I first started in the field of suicide prevention in 1994. That’s when I received 54 hours of training and worked as a suicide hotline counselor for a now-defunct agency in Dallas called Contact 214. I loved it. Having experienced suicidal crises myself, I understood the need to be heard, listened to, and understood by another person. It thrilled me to be that person for someone in need.
I decided to get a master’s degree in social work. During my studies, and for a while afterward, I worked for the University of Texas’ counseling center’s 24-hour hotline. This was a paid position with weekly individual supervision, weekly group supervision, and many training opportunities. The counseling line handled the gamut of concerns, from test anxiety to roommate problems to serious mental illness. Many of the callers had suicidal thoughts.
After I earned my MSW, I worked in various crisis settings. First, I was a counselor for survivors of domestic violence, then for adult survivors of childhood sexual abuse, at SafePlace, an agency in Austin. Trauma increases the risk for suicide, and many of my clients struggled with urges to end their life.
I also did intakes and assessments at a psychiatric hospital called Charter, and when the hospital folded I took a similar job with Austin-Travis County’s Psychiatric Emergency Services (PES). Most of the people I evaluated and counseled at Charter and PES presented with intense suicidal thoughts. Many also had auditory hallucinations, self-harming behaviors, or major depression.
Up until that point, I was piecing together part-time jobs. In 2000, I took a full-time job as an emergency room social worker for Seton Medical Center in Austin, TX. In this role, I conducted assessments primarily for people with suicidal thoughts, substance use problems, or both. I also worked in the ICU with people who had made a suicide attempt.
In 2001, I started doctoral studies at the Brown School of Social Work at Washington University in St. Louis. I wanted to learn how to conduct research about various aspects of individuals’ suicidal experiences, especially including the decision to seek professional help (or not).
As a doctoral student, I joined a research study called AIM-HI (American Indian Multisector Help Inventory). The study followed American Indian youth living in an urban area or on a reservation over a period of years. In this role, I co-authored a journal article comparing suicide risk between the reservation and urban youth (the reservation youth were at much higher risk) and another article looking at American Indian youth’s reasons for not seeking help when suicidal (stigma was a huge factor).
My doctoral dissertation, The Help Not Taken: Youth Suicidality and Mental Health Service Use, looked at adolescents’ use of mental health services in the same year that they experienced suicidal ideation or attempted suicide.
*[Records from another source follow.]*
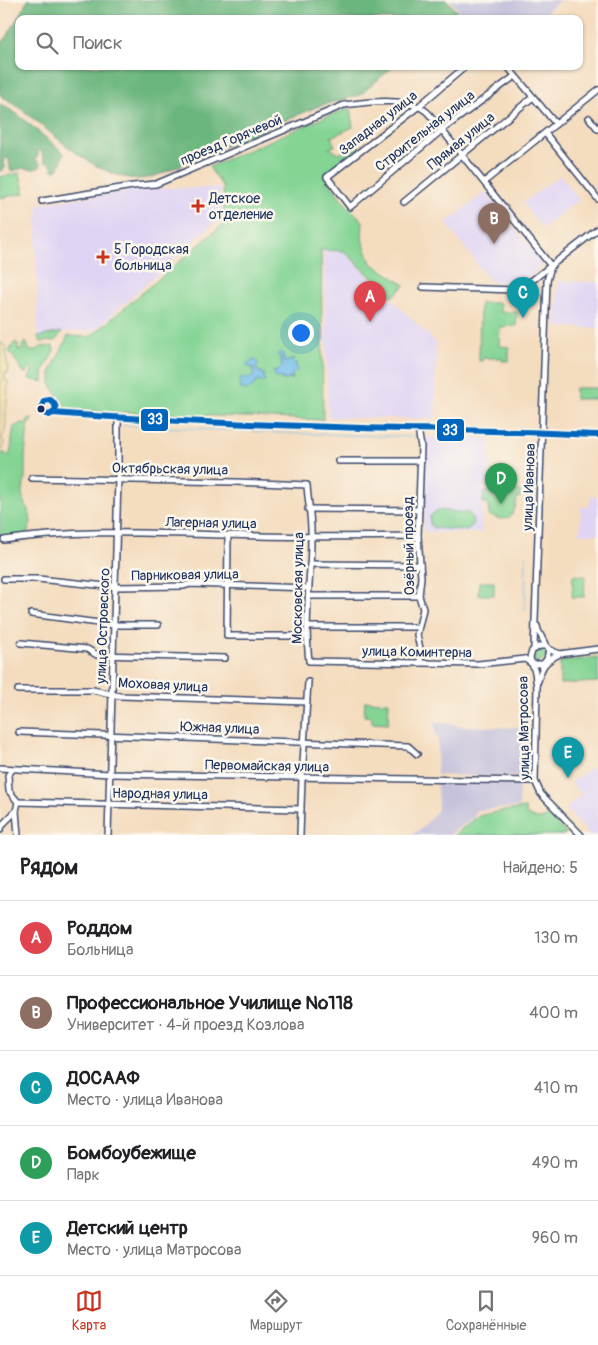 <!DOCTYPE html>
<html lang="ru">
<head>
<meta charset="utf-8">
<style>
  :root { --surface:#fff; --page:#f2f2f2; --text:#202124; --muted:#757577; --line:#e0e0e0; --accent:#c8321e }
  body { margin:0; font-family:Pangolin,sans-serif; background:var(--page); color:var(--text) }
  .you { position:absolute; left:300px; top:332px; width:18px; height:18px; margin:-12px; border:4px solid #fff; border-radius:50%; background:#1a73e8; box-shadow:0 0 0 8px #1a73e833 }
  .badge { display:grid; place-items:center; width:32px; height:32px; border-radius:50%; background:var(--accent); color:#fff; font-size:16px; font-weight:700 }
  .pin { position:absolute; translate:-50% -41px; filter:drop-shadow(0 1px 2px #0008) }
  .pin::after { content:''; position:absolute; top:26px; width:18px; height:15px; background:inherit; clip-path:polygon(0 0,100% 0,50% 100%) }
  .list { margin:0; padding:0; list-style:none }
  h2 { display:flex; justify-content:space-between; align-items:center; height:65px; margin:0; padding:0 20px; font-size:21px }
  h2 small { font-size:16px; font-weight:400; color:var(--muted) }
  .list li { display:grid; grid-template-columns:32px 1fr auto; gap:15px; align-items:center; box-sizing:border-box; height:75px; padding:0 20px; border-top:1px solid var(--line) }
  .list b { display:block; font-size:19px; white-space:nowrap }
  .list p { margin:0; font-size:16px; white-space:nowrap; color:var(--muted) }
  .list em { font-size:16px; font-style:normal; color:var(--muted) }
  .icon { flex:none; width:28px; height:28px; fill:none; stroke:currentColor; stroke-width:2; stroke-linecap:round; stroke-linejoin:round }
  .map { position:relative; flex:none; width:598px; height:835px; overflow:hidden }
  .search { position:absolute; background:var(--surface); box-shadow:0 1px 4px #0004; left:15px; right:15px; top:15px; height:55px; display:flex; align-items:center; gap:12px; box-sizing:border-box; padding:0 18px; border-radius:10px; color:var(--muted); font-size:19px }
  .sheet { height:440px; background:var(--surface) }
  nav { display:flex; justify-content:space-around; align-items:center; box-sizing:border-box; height:70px; border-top:1px solid var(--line); background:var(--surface); font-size:14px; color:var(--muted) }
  nav a { display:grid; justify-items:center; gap:2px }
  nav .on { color:var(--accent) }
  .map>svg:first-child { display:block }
  .built { fill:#e0d4f4 }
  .industrial { fill:#c4c0db }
  .green { fill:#84d494; stroke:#508279; fill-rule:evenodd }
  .forest { fill:#6bb67e; stroke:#43726e }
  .sand { fill:#eeda9e; stroke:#84847e }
  .water { fill:#71bcea; stroke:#4676a4 }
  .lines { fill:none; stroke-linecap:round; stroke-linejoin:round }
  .stream { stroke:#71bcea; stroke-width:1 }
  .minor-casing { stroke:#3c496c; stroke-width:8 }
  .minor { stroke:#fff; stroke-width:5 }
  .bus-1-casing { stroke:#fbf7ec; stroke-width:10 }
  .bus-1 { stroke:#0065bd; stroke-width:6 }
  .poi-dot { fill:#c8321e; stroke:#fbf7ec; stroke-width:2 }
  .bus-dot { fill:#1b2f5e; stroke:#fbf7ec; stroke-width:2 }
  .labels { text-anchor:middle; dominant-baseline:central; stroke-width:5; stroke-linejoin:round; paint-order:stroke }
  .street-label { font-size:14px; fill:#1b2f5e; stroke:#fbf7ec }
  .poi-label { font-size:14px; fill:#1b2f5e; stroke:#fbf7ec; text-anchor:start }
  .line-badge { stroke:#fbf7ec; stroke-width:2 }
  .badge-label { font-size:14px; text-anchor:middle; font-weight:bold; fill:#fff }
</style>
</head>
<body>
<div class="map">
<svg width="598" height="835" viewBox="0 0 598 835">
  <rect width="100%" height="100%" fill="#fbf7ec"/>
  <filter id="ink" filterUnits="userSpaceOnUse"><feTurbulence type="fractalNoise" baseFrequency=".02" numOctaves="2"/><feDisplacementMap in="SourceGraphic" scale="10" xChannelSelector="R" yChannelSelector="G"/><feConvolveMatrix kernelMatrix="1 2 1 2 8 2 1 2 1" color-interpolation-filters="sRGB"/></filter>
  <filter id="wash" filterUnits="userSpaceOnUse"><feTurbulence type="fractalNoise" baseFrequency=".0096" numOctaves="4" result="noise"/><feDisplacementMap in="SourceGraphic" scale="20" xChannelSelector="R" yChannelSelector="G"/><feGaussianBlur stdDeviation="1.12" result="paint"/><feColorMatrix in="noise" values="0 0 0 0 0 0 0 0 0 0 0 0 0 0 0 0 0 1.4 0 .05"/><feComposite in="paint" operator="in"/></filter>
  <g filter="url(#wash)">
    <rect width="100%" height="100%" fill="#f4dcbe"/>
    <g class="built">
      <polygon points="560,175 579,200 542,228 523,203"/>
      <polygon points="146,188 220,188 222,223 214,223 95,330 52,333 48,335 38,337 36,238 37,238 38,204"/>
      <polygon points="485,192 544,264 523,282 491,282 446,223"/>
      <polygon points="324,251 344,252 436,343 435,419 328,417"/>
      <polygon points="558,281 598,282 598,328 556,327"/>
      <polygon points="426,437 490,438 489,482 483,494 481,533 424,532"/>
      <polygon points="591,497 598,497 598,534 580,534 581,507 586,507 589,505"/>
      <polygon points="598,763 598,835 590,835 566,809 581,794 571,782"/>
    </g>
    <g class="industrial">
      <polygon points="450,0 560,0 538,19 465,19"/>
      <polygon points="435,723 456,724 457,726 526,728 526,775 521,777 437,775 438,737 435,737"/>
      <polygon points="437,782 519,783 519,807 476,810 474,817 449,835 411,835 422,828 438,810"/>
    </g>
    <g class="green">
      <path d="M350 108 353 127 331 137 335 146 329 148 340 154 345 149 351 151 359 146 361 147 324 176 344 202 363 221 362 239 371 263 405 285 392 297 344 251 321 250 323 420 68 410 51 385V371L68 336 90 337 225 223 223 187 209 167 325 117ZM283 354 284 361 287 363 294 359 292 361 297 368 292 374 293 379 283 380 276 376 282 367 281 357ZM254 360 258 372H262L265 376 261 381C255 381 252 385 248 390L240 388 241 378H249L254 375V370L248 363H252Z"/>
      <polygon points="20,173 24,193 0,198 0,177"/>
      <polygon points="480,303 500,303 500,312 517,312 516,326 500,327 499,346 509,347 509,361 502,361 502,358 483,358 482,361 479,361"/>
      <polygon points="62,332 55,341 41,342 38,339 38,337"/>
      <path d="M15 342 18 344V350L23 349 22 346 24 343H27L29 350C36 353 36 349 42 347 45 346 50 347 53 346L54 350C50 360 40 371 44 382L29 379 33 369 31 367 25 374 9 351Z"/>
      <polygon points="575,388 597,388 596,399 575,399"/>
      <path d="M28 419H32L28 427 25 456V479L22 495 30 515 31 523 28 532 24 534 0 539V457L3 452 9 456C13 446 11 438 14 427L23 422 26 426Z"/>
      <path d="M508 486 521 492 520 497 517 498C514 517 509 524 489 515L488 505 483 502 484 493 498 487Z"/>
      <path d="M438 510 469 513C475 520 474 529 464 530L433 528 430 524V516Z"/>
      <polygon points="573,575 585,576 584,597 572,597"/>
      <polygon points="479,582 494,582 494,595 478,595"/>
      <polygon points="540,648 546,651 546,656 541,662 535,662 533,657"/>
      <polygon points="598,657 598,682 560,684 560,662"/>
      <polygon points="365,701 389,702 388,724 372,723 372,717 364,716"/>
      <path d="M525 808 527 815C536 820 541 821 549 815L566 833 564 835H454L479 816 496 812Z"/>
    </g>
    <g class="forest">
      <path d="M28 0H447L458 13 451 19H19V66H394L360 95 319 106 158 175C152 177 145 179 139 179 89 178 42 119 0 95V44L6 38Z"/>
      <path d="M0 104 16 113 64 153 59 168 54 171 49 162 45 163 41 150 38 151V157L35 159 41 164 40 167C30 172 27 165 13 171L10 170 9 159 6 158 3 163 6 166 2 171H0Z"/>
    </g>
    <path class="sand" d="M0 342 6 347 8 373H5V380L8 381C8 392 7 401 6 410 5 424 8 425 2 438L4 442 3 449 0 450Z"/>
    <g class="water">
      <polygon points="280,352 283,354 284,361 287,362 295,358 292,361 295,364 296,363 297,371 292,374 292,380 289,378 286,380 279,377 276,378 273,371 276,372 282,367 281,357 277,355"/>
      <polygon points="254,360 258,362 256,368 258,372 263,373 265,381 263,382 258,381 248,390 241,389 240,378 249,378 254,375 253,367 250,368 247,364"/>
    </g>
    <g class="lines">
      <g class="stream">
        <polyline points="123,425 284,433 414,437"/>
        <polyline points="525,610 526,555"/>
      </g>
    </g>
  </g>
  <g filter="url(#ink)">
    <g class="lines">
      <g class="minor-casing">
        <g id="minor">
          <polyline points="466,66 419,106 327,177 350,207 442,130 515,76"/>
          <polyline points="507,66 556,124"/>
          <polyline points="589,118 598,129"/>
          <polyline points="545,133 598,199"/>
          <polyline points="484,182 598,90"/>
          <path d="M42 201 133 186 156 184 344 105C367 102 413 96 429 114L551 266"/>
          <polyline points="404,202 533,97"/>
          <polyline points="423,287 515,290 525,286 598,229"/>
          <path d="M53 413 56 408 54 403 50 400 44 401 41 409 43 413 49 415 53 413C156 421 260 425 363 428 442 430 520 431 598 435"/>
          <polyline points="418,429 421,447 418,536 421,577 419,596 423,609 417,635 421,653 420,663"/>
          <polyline points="338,461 421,461"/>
          <path d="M32 478 235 482 307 485C308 502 312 521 311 538 311 579 304 620 309 661L478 664 525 659"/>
          <polyline points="308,509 419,510"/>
          <polyline points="228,535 227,636 306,636"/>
          <path d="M4 540C77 529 151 533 224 535 289 537 354 537 418 536"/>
          <polyline points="310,564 420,565"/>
          <polyline points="4,579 38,579 116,587 184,586 190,584 308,588"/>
          <polyline points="309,596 419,596"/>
          <polyline points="31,614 114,625 158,625"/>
          <polyline points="537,626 538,630 546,646"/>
          <polyline points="308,627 418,627"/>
          <polyline points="21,643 87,649 97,655 225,658"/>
          <polygon points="540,646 546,646 549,649 547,659 543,664 532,664 530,658 532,651"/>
          <polyline points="534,648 547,281 551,266"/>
          <polyline points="549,649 559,654 598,649"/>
          <polyline points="525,659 532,664 535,672 537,688 535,781 541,794 581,835"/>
          <path d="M538 681C542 665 545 662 559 654"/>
          <polyline points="18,690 93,690 120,696 307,702"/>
          <polyline points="19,732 408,746 417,754"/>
          <polyline points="0,768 110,774 535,781"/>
          <polyline points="12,770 8,775 9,791 18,802 16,811 18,835"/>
          <polyline points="18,802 301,809"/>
          <polyline points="0,830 4,823 16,811"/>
          <polyline points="108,835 118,479 118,418"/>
          <polyline points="300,835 302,779 308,682"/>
        </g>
      </g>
      <use href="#minor" class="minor"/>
      <g class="bus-1-casing">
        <path id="bus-1" d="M53 413 56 408 54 403 50 400 44 401 41 409 43 413 49 415 53 413C156 421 260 425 363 428 442 430 520 431 598 435"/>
      </g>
      <use href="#bus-1" class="bus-1"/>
    </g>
  </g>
  <g class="poi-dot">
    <path d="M195.5 198.5h5v5h5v5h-5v5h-5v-5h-5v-5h5z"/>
    <path d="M100.5 249.5h5v5h5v5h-5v5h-5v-5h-5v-5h5z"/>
  </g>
  <circle class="bus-dot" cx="41" cy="409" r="4.5"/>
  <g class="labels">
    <g class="street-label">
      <text transform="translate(378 123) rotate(-38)">Западная улица</text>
      <text transform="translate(425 131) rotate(-38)">Строительная улица</text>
      <text transform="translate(231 140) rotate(-23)">проезд Горячевой</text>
      <text transform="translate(461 141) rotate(-39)">Прямая улица</text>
      <text transform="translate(170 469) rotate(1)">Октябрьская улица</text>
      <text transform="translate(529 487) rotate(-88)">улица Иванова</text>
      <text transform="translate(211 523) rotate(1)">Лагерная улица</text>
      <text transform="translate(409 546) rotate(-91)">Озёрный проезд</text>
      <text transform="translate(185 575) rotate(-1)">Парниковая улица</text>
      <text transform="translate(298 588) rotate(-89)">Московская улица</text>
      <text transform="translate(103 626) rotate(-88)">улица Островского</text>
      <text transform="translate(417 652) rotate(1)">улица Коминтерна</text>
      <text transform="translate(163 685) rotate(3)">Моховая улица</text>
      <text transform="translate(220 728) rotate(2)">Южная улица</text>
      <text transform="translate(524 728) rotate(-91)">улица Матросова</text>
      <text transform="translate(267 766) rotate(1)">Первомайская улица</text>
      <text transform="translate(160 794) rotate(1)">Народная улица</text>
    </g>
    <g class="poi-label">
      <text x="209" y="198">Детское<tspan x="209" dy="16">отделение</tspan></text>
      <text x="114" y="249">5 Городская<tspan x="114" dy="16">больница</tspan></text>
    </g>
  </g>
  <g class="line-badge">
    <rect x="140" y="408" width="29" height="24" rx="5" fill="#0065bd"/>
    <rect x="436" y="418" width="29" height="24" rx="5" fill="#0065bd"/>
  </g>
  <g class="badge-label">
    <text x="155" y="424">33</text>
    <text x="450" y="435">33</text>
  </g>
</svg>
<div class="you"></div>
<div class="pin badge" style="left:370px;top:322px;background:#e0444e">A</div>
<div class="pin badge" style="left:494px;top:244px;background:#8d6e63">B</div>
<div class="pin badge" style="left:523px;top:318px;background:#0f9aa8">C</div>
<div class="pin badge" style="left:501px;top:504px;background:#2e9e5b">D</div>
<div class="pin badge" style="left:568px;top:778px;background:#0f9aa8">E</div>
<div class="search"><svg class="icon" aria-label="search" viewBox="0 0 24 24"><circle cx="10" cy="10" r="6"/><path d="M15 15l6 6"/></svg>Поиск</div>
</div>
<section class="sheet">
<h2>Рядом<small>Найдено: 5</small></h2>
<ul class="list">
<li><span class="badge" style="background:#e0444e">A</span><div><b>Роддом</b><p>Больница</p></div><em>130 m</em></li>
<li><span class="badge" style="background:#8d6e63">B</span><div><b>Профессиональное Училище №118</b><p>Университет · 4-й проезд Козлова</p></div><em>400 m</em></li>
<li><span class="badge" style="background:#0f9aa8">C</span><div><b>ДОСААФ</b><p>Место · улица Иванова</p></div><em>410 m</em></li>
<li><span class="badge" style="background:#2e9e5b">D</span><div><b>Бомбоубежище</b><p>Парк</p></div><em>490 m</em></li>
<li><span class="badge" style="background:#0f9aa8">E</span><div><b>Детский центр</b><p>Место · улица Матросова</p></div><em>960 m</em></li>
</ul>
</section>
<nav>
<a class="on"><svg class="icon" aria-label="map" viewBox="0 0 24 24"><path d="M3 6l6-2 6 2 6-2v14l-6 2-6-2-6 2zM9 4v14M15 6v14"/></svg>Карта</a>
<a><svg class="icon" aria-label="directions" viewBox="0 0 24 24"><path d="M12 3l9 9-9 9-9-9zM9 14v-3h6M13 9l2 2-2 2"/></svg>Маршрут</a>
<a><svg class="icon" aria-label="saved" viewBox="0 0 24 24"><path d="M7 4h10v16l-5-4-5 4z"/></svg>Сохранённые</a>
</nav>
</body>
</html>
I used data from the 2000 National Household Survey on Drug Abuse, which had 19,430 youth participants. The survey asked youth if they had thought about or attempted suicide in the previous year. As I reported in a journal article, White youth were almost twice as likely as Black and Hispanic youth to have used mental health services around the time they were suicidal.
Subsequently, as a faculty member at the University of Denver Graduate School of Social Work, I have worked on numerous projects related to helping people at risk for suicide. Perhaps my biggest accomplishments are my books Loving Someone with Suicidal Thoughts: What Family, Friends, and Partners Can Say and Do, and Helping the Suicidal Person: Tips and Techniques for Professionals.
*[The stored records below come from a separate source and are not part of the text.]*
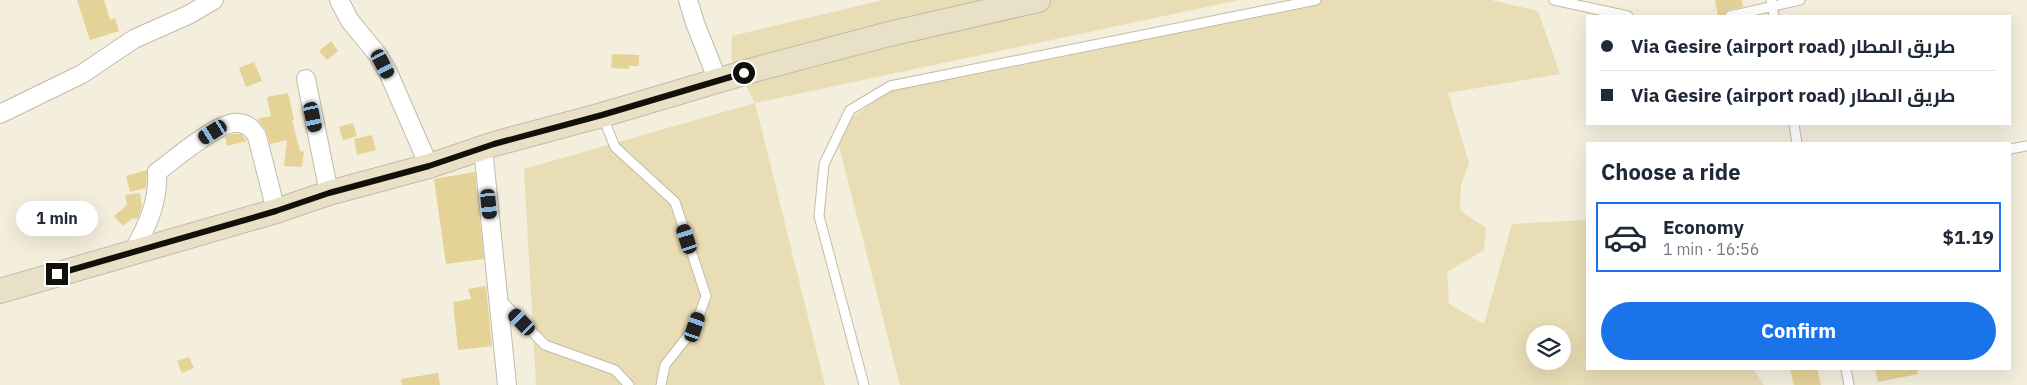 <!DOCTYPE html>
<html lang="en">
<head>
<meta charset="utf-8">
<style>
	:root { --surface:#fff; --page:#f2f2f3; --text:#1f2937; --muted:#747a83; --line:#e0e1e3; --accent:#1a73e8 }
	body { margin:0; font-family:"IBM Plex Sans",Cairo,sans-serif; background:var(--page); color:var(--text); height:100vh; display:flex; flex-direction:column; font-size:19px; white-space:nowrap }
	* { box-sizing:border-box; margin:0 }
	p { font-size:16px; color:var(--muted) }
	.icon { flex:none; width:28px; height:28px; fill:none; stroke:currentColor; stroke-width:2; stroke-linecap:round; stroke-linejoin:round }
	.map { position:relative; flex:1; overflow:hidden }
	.sheet { position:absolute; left:1586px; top:142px; width:425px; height:228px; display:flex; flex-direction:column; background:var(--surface); border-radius:0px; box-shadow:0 5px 20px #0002 }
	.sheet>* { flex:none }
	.top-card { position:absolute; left:1586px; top:15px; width:425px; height:110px; border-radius:0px; box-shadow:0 5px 20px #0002; display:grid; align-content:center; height:110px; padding:0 15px; background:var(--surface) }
	.tools { position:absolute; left:1526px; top:325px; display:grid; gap:10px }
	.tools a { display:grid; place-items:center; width:45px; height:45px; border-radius:50%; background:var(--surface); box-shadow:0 5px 20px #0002; font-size:25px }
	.end { position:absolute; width:22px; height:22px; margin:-11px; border:6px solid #12100a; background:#fff; box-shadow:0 0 0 2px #fff }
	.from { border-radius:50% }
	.bubble { position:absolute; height:35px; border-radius:18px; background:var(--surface); box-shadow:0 5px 20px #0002; font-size:16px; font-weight:700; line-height:35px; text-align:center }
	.car { position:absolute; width:15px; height:30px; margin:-15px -8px; border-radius:6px; box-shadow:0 0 4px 1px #0007; background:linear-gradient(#222 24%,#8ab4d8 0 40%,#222 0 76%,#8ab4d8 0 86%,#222 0) }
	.top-card b { display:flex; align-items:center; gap:18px; height:48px; font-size:19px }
	.top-card b+b { border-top:1px solid var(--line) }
	.top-card i { width:12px; height:12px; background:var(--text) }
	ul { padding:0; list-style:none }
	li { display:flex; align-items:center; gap:15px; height:70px; margin:0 10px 8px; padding:0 5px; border:2px solid transparent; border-radius:0px }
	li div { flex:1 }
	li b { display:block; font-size:19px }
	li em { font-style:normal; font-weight:700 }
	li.on { border-color:var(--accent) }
	li>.icon { width:45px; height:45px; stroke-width:1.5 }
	h2 { padding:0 15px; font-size:22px; line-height:60px }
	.cta { display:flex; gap:10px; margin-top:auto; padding:10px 15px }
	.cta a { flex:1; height:58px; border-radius:30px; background:var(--accent); color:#fff; font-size:20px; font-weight:700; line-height:58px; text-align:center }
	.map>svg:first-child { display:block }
</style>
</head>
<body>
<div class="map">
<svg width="2027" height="385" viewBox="0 0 2027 385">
	<rect width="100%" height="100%" fill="#f4eedd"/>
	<g fill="#e9ddb5" fill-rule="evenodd">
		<path d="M883,0H1239L755,103L825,385H536L524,169L755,103L731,58L732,36Z"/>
		<path d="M1324,0H1491L1538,11L1560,74L1448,93L1469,163L1461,185L1460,210L1486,228L1484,250L1447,272L1449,304L1484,324L1512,224L1587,220L1588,369H1753L1764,385H900L835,130L900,83ZM1535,334H1562V361H1535Z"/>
	</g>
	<g fill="#e5d297">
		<path d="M77,0H104L110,20L115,18L119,31L90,40Z"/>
		<path d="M1715,0H1742L1743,7L1728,10L1724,15L1718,16Z"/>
		<path d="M331,41L338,51L327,60L319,51Z"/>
		<path d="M612,54L639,55V66H629V69L611,68Z"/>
		<path d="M254,62L262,81L246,87L239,68Z"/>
		<path d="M288,93L294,120H292L300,151L304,152L302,167L284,166L287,140L270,144L266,130L257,119L271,116L267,97Z"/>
		<path d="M353,123L357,136L343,140L339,127Z"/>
		<path d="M233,134H241L247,141L227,146L225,137Z"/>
		<path d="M372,135L376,150L357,155L354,139Z"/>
		<path d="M147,170L146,188L130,192L126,176Z"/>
		<path d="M475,172L484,259L446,264L434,179Z"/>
		<path d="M140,193L142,206L138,218L132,219L123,226L114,216L127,205L125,195Z"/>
		<path d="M486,286L492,346L458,350L453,302L471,299L468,289Z"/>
		<path d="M189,357L194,368L182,373L177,361Z"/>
		<path d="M1790,369H1817L1821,385H1794Z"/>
		<path d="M1875,369H1917L1918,374L1878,382Z"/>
		<path d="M438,373L440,385H402L401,379Z"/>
	</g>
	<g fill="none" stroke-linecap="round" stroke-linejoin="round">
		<defs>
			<g id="service">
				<path d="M1554,0L1628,16"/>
				<path d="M1771,0L1774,16"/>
				<path d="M1730,16L1800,0"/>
				<path d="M602,115L615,147L675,202L706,296L695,327L665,365L661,385"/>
				<path d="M1794,124L1797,144"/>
				<path d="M2010,149L2027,146"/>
				<path d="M501,300L545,345L615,370L629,385"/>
				<path d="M1846,369L1849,385"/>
				<path d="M864,385L819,216L824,164L850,110L890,86L1316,0"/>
			</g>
			<g id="minor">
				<path d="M339,0L350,21L378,55L388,72L429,166"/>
				<path d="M688,0L695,23L718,81"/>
				<path d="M306,79L329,193"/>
				<path d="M0,114L82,74L134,39L188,15L214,0"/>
				<path d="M483,148L507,385"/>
				<path d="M133,252C147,226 159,202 157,172C174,160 219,120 239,123C248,124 252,129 257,136L276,211"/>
			</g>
			<path id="secondary" d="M0,291L276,211L329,193L429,166L494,144L602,115L757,69L889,34L1038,0"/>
		</defs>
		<use href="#service" stroke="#c1bbaa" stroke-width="11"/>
		<use href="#minor" stroke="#c1bbaa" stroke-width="20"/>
		<use href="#secondary" stroke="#c1bbaa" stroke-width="26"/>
		<use href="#service" stroke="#fff" stroke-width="9"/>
		<use href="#minor" stroke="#fff" stroke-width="18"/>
		<use href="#secondary" stroke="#e8e0c7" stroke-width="24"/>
	</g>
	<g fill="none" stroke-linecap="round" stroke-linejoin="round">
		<path stroke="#12100a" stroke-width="6" d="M57,274L276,211L329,193L429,166L494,144L602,115L744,73"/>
	</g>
</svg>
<div class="tools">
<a><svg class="icon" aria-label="layers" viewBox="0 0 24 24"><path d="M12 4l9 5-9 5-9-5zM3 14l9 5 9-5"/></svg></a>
</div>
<i class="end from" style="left:744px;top:73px"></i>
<i class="end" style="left:57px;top:274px"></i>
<div class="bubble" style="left:16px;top:201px;width:82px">1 min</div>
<i class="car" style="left:383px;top:64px;rotate:152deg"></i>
<i class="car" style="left:313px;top:117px;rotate:168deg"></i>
<i class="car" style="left:213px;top:132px;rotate:237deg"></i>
<i class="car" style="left:489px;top:204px;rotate:174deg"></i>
<i class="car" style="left:687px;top:239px;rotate:342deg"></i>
<i class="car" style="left:522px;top:322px;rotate:316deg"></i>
<i class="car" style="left:695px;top:327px;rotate:19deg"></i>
<div class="top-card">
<b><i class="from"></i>Via Gesire (airport road) طريق المطار</b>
<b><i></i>Via Gesire (airport road) طريق المطار</b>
</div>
<section class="sheet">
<h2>Choose a ride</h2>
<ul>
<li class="on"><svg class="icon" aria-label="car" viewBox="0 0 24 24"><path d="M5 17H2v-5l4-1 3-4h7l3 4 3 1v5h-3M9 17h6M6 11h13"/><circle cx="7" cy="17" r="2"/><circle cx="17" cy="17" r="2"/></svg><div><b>Economy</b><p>1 min · 16:56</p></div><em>$1.19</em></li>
</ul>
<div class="cta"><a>Confirm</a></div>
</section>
</div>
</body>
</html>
I am also proud of the website I created, Speaking of Suicide, which had more than 6 million visitors as of September 2024, and of a graduate course I created and now teach every year, Suicide Assessment and Interventions. You can see my vita here for a list of all my projects, articles, presentations, and other works. (Warning: in academia we list everything, so it is, as of September 2024, 54 pages long!)
I also have a small psychotherapy and consultation practice in Denver. My therapy clients have come to me with a wide array of challenges, but most have experienced suicidal thoughts, attempted suicide, or lost a loved one to suicide.
No matter how much work I do in suicide prevention , no matter how much I know, there is always more to learn. I continue to learn as much as I can about the topi, by attending suicide-related conferences, reading current literature about suicide assessment and intervention, and remaining active in the suicide prevention community.